A modo de explicación de este capítulo
La novela a la que pertenece este fragmento, que de muchos modos puede catalogarse de “erótica”, gira en torno a la búsqueda de un manuscrito antiguo, supuestamente de origen maya. Lo único que queda claro es que se trata de una especie de manual “casi feminista”, de consejos eróticos para la mujer, que se trasmitía de modo oral entre un grupo de sacerdotisas mayas y que fue llevado a la escritura por un sacerdote jesuita en México. También se sabe que Henry Miller, gracias a un monje amigo, lo encontró en un monasterio en las montañas cercanas al pueblo de Orcera, en Jaén, España.
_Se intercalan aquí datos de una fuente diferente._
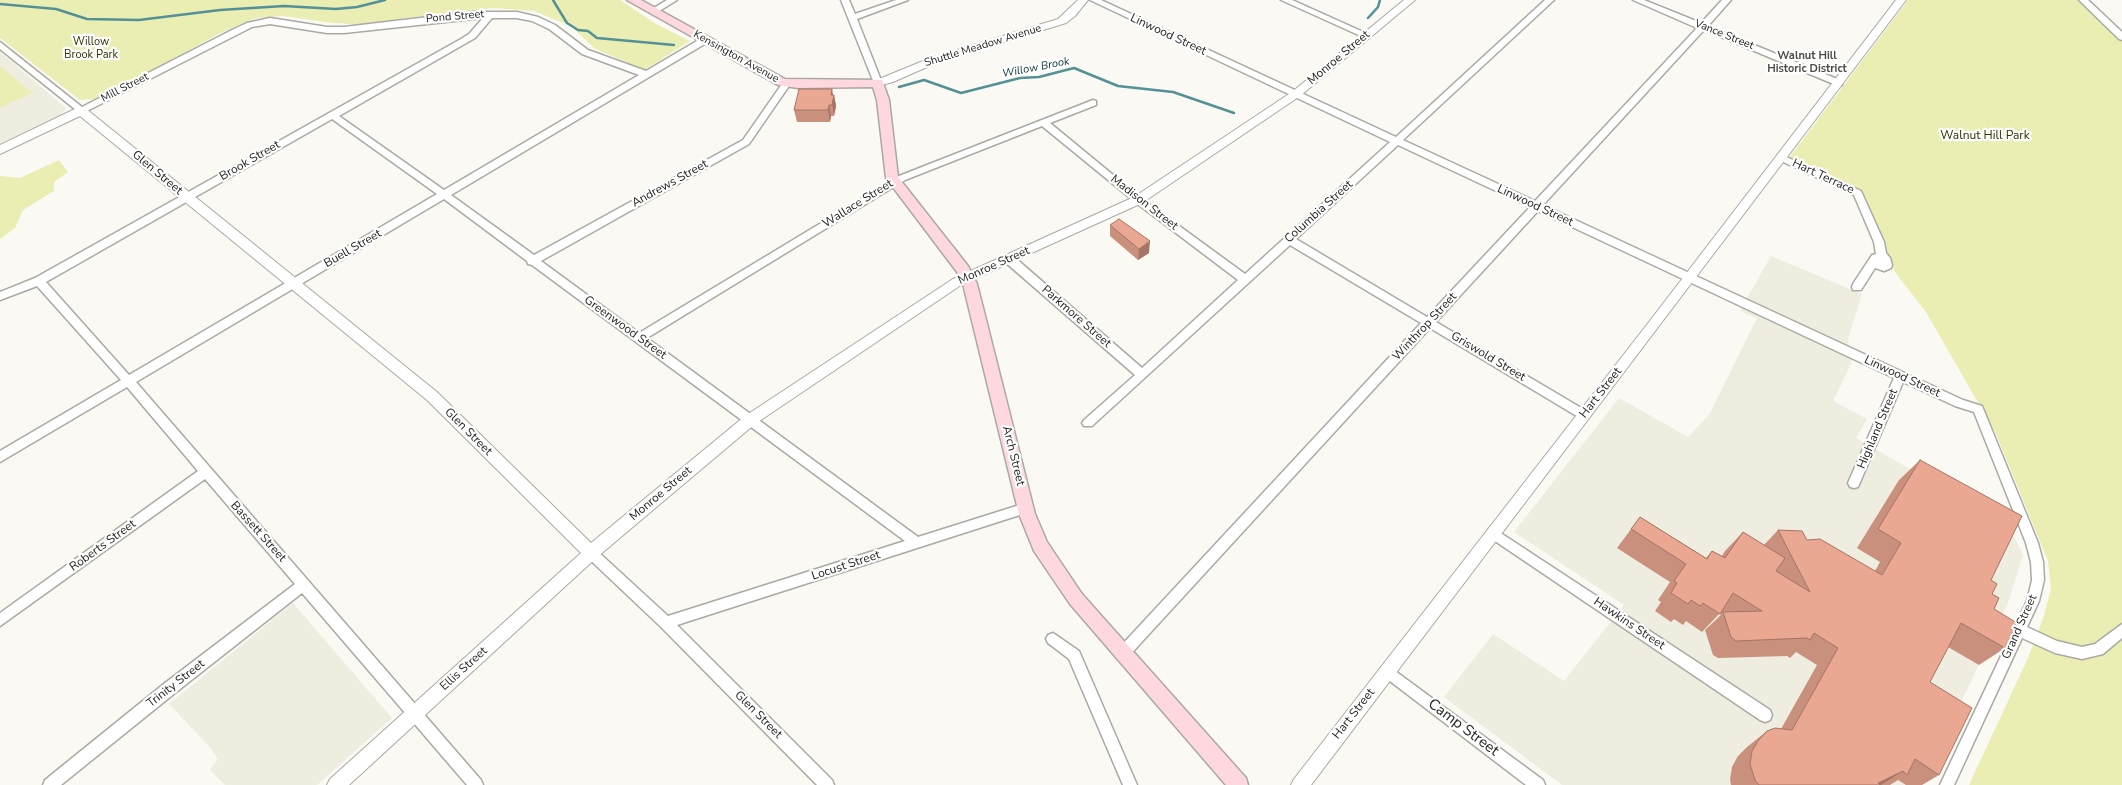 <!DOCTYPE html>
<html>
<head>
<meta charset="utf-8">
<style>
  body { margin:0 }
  canvas { display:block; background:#faf9f3 }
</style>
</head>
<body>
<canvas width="2122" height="785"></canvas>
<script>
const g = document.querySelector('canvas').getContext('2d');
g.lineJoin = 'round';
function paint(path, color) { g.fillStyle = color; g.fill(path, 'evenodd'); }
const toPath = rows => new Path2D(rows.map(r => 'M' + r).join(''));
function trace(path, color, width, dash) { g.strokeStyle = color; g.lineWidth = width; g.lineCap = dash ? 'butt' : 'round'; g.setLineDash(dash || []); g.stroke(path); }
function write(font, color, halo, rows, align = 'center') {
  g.font = font + ' "Nunito Sans",sans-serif'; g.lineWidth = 4.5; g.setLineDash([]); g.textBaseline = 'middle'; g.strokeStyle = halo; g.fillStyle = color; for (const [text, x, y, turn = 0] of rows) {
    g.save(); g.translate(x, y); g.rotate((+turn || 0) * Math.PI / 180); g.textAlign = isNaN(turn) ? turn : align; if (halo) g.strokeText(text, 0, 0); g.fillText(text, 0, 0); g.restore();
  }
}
paint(toPath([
  [0,52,66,108,61,115,0,144],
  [1771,256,1862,294,1848,339,1852,362,1833,401,1867,419,1856,438,2009,526,2023,555,2008,603,1922,785,1562,785,1444,697,1493,634,1564,681,1624,605,1514,532,1619,398,1688,437,1709,415,1757,318,1740,311],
  [293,603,392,718,317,785,225,785,210,770,218,759,209,746,169,704]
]), '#efeddf');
paint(toPath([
  [0,0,620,0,656,24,690,41,644,70,594,48,571,26,534,11,493,8,405,18,369,25,333,23,283,16,256,18,220,33,166,63,94,99,80,100,0,38],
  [1908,0,2078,0,2122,42,2122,785,1969,785,2028,658,2043,619,2051,589,2048,561,1996,434,1926,312,1895,272,1863,194,1789,158],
  [0,66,32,93,0,108],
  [59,160,68,172,54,182,54,191,23,210,15,228,0,239,0,176,20,178]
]), '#eaeeb3');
trace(toPath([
  [553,0,567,23,578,30,588,31,597,38,674,45],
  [0,4,56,9,87,19,139,20,220,10,284,6,336,9,357,7,385,0],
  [1368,18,1378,7,1380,0],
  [899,87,924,80,961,93,1020,78,1039,77,1074,68,1118,86,1173,92,1234,113]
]), '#549196', 2.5);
const minor = toPath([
  [667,0,677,0,656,13,653,14,649,11,667,0],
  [841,0,849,0,855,14,896,0,908,0,857,19,882,83,881,85,878,86,874,83,841,0],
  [1090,0,1101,0,1396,137,1545,0,1554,0,1403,140,1535,201,1697,28,1633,0,1644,0,1701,23,1722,0,1731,0,1708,26,1842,81,1842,85,1836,85,1704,30,1543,205,1963,400,1982,406,2038,543,2043,562,2044,580,2039,601,2027,627,2057,641,2082,647,2095,644,2122,624,2122,638,2103,654,2082,659,2055,653,2022,638,1954,785,1940,785,2027,601,2032,580,2031,562,2026,543,1974,412,1955,406,1903,382,1858,487,1854,488,1850,487,1848,483,1894,378,1538,211,1436,322,1588,412,1590,415,1588,418,1580,418,1430,328,1128,657,1123,659,1118,657,1116,653,1118,649,1421,323,1290,245,1092,426,1084,426,1082,423,1084,420,1135,375,1005,262,1004,259,1005,256,1013,256,1142,368,1238,280,1135,202,1042,126,905,180,647,338,918,537,1026,503,1030,504,1032,508,1030,512,1026,513,677,625,832,780,834,785,817,785,661,627,587,557,585,553,587,549,591,548,595,549,668,616,905,541,532,265,528,264,527,261,444,199,136,382,481,780,483,785,467,785,302,593,175,693,61,785,43,785,45,780,165,683,295,584,205,479,0,626,0,613,198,471,127,387,0,462,0,451,121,380,37,286,0,300,0,292,35,278,461,39,469,34,483,18,344,33,327,33,270,24,252,27,81,114,0,49,0,42,82,107,234,29,247,23,270,18,327,27,344,27,471,12,517,12,538,17,555,25,588,50,646,71,702,38,708,38,708,42,451,195,534,255,743,140,784,81,790,81,791,83,749,144,541,261,639,333,899,176,1093,100,1096,101,1096,105,1050,123,1141,198,1245,274,1390,142,1090,0],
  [492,18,517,18,532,21,549,29,582,54,639,75,444,190,339,116,475,38,492,18],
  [332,119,437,194,129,375,46,282,332,119],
  [1398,145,1530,207,1427,317,1296,239,1398,145],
  [1281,0,1292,0,1370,35,1369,37,1363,37,1281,0],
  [2079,0,2088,0,2122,32,2122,40,2119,39,2079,0],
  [1782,155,1861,191,1884,242,1886,253,1890,258,1892,265,1891,268,1884,271,1875,268,1861,290,1853,290,1852,287,1853,284,1872,255,1876,254,1874,242,1854,195,1779,160,1777,158,1782,155],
  [1493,528,1770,710,1772,715,1770,720,1765,722,1760,720,1489,537,1487,533,1489,529,1493,528],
  [1053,633,1079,651,1137,785,1123,785,1069,659,1048,643,1046,639,1048,635,1053,633],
  [1387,665,1543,780,1545,785,1526,785,1382,675,1380,671,1382,667,1387,665]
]);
const tertiary = toPath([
  [1078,0,1088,0,1075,16,1066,23,936,63,893,82,878,86,873,83,874,81,928,59,1058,19,1078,0],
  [1404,0,1415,0,1300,96,1142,203,961,285,755,424,596,558,349,785,327,785,330,779,581,553,427,400,80,116,0,154,0,145,77,108,85,108,437,392,591,543,745,416,953,279,1134,197,1292,92,1404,0],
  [1896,0,1906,0,1311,785,1291,785,1294,779,1649,322,1896,0]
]);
const secondary = toPath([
  [627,0,641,0,785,79,882,80,889,100,898,177,968,266,977,284,1035,514,1047,542,1082,594,1246,778,1248,785,1226,785,1070,604,1034,551,1019,514,963,284,957,272,886,178,877,100,873,87,798,88,778,85,627,0]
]);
trace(minor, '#aaa9a3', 3);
trace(tertiary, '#aaa9a3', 2);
trace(secondary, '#aaa9a3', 3);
paint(minor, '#fff');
paint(tertiary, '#fff');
paint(secondary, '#fed7df');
paint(toPath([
  [832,89,833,95,834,95,836,106,834,116,831,116,830,122,797,122,794,110],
  [1110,225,1149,253,1138,260,1110,236],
  [1920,460,1991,580,1994,609,2005,648,1979,665,1948,647,1930,682,1939,775,1922,785,1906,785,1898,780,1890,785,1731,785,1730,779,1732,767,1738,756,1747,747,1767,731,1781,729,1817,665,1796,652,1790,658,1787,656,1718,658,1713,655,1705,630,1721,615,1719,614,1702,632,1686,621,1683,625,1674,619,1671,622,1655,611,1661,602,1658,600,1670,582,1617,548,1640,517,1706,558,1712,551,1722,556,1725,551,1743,532,1764,545,1778,530,1807,540,1875,571,1880,562,1857,548,1899,480]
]), '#c9907d');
paint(toPath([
  [832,89,833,98,834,95,836,106,834,116,831,95],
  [829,105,831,116,830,122,828,110],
  [1150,241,1149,253,1138,260,1139,249],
  [1903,771,1881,785,1875,785]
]), '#a47566');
const building = toPath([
  [799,89,832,89,831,95,834,95,832,105,829,105,828,110,794,110,799,89],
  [1119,219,1150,241,1139,249,1110,225,1119,219],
  [1920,460,2022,516,1991,580,1997,584,1992,594,1999,598,1994,609,2017,623,2005,648,1961,623,1930,682,1972,708,1939,775,1915,759,1907,775,1903,771,1878,783,1880,785,1759,785,1755,780,1750,764,1752,751,1758,741,1767,731,1775,728,1792,730,1838,648,1814,633,1810,640,1807,638,1736,641,1731,637,1723,612,1762,611,1733,593,1720,614,1703,603,1700,606,1691,600,1688,604,1671,593,1677,583,1674,581,1686,564,1631,529,1640,517,1707,559,1712,551,1725,558,1743,532,1785,558,1776,571,1810,592,1778,530,1802,531,1807,540,1820,539,1882,575,1901,543,1878,529,1920,460]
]);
paint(building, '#eaa791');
trace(building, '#a47566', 1);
write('11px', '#242422', '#fff', [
  ["Pond Street",455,17,-5],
  ["Vance Street",1724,35,22],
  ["Shuttle Meadow Avenue",983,46,-17],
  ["Kensington Avenue",736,57,29],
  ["Mill Street",125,88,-27]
]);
write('11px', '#303100', '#fff', [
  ["Willow",91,42],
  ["Brook Park",91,55]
]);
write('bold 11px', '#4c4b46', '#fff', [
  ["Walnut Hill",1807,56],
  ["Historic District",1807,69]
]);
write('italic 11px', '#083438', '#fff', [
  ["Willow Brook",1036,68,-11]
]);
write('12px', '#242422', '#fff', [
  ["Linwood Street",1168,35,25],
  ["Monroe Street",1339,58,-40],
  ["Brook Street",250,161,-30],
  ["Glen Street",157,173,40],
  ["Hart Terrace",1823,177,25],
  ["Andrews Street",670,184,-29],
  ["Madison Street",1144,203,38],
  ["Wallace Street",858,204,-32],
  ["Linwood Street",1535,206,25],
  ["Columbia Street",1319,212,-42],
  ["Buell Street",353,249,-30],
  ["Monroe Street",994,266,-24],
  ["Parkmore Street",1076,317,41],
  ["Winthrop Street",1425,327,-47],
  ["Greenwood Street",625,328,36],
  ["Griswold Street",1488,357,31],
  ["Linwood Street",1902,377,25],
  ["Hart Street",1601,393,-52],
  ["Highland Street",1878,429,-67],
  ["Glen Street",468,432,45],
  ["Arch Street",1013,456,76],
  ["Monroe Street",661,494,-40],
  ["Bassett Street",258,532,48],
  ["Roberts Street",103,546,-36],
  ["Locust Street",846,566,-18],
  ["Hawkins Street",1629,624,34],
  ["Grand Street",2020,627,-66],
  ["Ellis Street",464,669,-42],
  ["Trinity Street",176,684,-38],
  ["Hart Street",1354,714,-52],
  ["Glen Street",758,715,45]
]);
write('12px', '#303100', '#fff', [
  ["Walnut Hill Park",1985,136]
]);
write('15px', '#242422', '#fff', [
  ["Camp Street",1463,728,37]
]);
</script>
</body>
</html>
Aún cuando los capítulos de esta novela, obviamente, han tenido que ficcionarse para conformar el cuerpo de la historia, es necesario aclarar lo siguiente: que existen menciones a ese manuscrito en conversaciones, cartas y entrevistas a Henry Miller, Anäis Nin y Julio Cortázar, que Henry Miller, conociendo el vicio de Anäis Nin de coleccionar textos eróticos, le regaló el manuscrito, que el manuscrito fue robado por una sirvienta de casa de Anäis Nin en París, que Anäis Nin, según lo dicho por ella misma, ayudada por Julio Cortázar, logró recuperarlo y lo envío a Cuba como regalo a una amante de su padre, que Julio Cortázar le hizo saber de su existencia, en presencia de Alejo Carpentier, a José Lezama Lima, asegurándole que podía estar aún en Cuba,  y que Lezama dedicó un tiempo a buscar esos papeles.
Esa es la historia que cuenta esta novela, que obtuvo el Premio de Novela Erótica La Llama Doble 2002, en Cuba y fue publicada en el año 2004, por Letras Cubanas y en el 2006 por Edition Köln, en Alemania.
¿Dónde quedó finalmente el manuscrito? Es una incógnita. Yo he llegado a pensar que, tal vez, fue uno de esos cientos de documentos que fueron robados de la casa de Lezama Lima en La Habana luego de su muerte.
He seleccionado para este homenaje que ha propuesto Rita Martín uno de los capítulos protagonizados por Lezama.

El Edén, un jardín, las voces y los ecos...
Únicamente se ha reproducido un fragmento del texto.